● **Work request**
Using the entries below, copy out all lines where "Halette" is found.

::::::::

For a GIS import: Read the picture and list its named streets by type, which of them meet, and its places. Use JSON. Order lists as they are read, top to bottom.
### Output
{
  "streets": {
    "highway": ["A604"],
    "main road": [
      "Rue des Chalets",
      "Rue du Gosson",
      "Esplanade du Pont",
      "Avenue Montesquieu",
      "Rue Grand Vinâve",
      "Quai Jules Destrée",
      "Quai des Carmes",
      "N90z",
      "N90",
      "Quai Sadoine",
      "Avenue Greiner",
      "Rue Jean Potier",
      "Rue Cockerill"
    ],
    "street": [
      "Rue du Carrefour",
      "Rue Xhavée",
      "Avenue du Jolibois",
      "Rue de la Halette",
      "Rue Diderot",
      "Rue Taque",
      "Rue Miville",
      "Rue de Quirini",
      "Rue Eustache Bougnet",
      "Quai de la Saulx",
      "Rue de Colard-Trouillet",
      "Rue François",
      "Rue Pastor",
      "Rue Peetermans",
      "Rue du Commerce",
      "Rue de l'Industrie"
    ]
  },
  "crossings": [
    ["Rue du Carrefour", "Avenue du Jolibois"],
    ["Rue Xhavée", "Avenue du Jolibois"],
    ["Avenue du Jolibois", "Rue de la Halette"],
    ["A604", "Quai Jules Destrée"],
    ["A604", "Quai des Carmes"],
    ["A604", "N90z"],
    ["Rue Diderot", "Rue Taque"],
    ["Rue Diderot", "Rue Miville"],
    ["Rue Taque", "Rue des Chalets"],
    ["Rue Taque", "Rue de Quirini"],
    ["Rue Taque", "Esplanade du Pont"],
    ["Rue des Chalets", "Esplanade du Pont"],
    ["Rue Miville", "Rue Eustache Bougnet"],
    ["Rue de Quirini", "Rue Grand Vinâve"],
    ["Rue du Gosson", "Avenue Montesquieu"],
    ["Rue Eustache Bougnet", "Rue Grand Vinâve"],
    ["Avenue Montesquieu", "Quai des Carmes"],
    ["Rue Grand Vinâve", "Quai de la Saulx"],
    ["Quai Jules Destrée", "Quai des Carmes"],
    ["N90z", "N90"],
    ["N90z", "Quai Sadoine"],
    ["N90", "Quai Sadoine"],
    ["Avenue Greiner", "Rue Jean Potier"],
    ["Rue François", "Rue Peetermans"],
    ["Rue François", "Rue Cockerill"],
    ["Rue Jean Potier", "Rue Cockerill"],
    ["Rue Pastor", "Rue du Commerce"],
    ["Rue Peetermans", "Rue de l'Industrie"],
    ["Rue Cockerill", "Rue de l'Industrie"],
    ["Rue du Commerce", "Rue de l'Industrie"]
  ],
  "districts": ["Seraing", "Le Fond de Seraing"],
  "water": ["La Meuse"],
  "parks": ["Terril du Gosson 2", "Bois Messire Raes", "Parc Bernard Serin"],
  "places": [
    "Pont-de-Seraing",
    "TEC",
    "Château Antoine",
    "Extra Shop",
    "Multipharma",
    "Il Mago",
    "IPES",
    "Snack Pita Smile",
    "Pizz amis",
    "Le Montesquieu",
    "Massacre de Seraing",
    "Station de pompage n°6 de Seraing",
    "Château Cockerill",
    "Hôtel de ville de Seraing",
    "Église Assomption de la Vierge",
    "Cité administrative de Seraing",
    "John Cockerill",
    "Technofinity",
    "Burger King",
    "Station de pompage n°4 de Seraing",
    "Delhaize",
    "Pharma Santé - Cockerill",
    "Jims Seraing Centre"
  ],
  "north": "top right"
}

::::::::

● **Response**
      "Rue de la Halette",
    ["Avenue du Jolibois", "Rue de la Halette"],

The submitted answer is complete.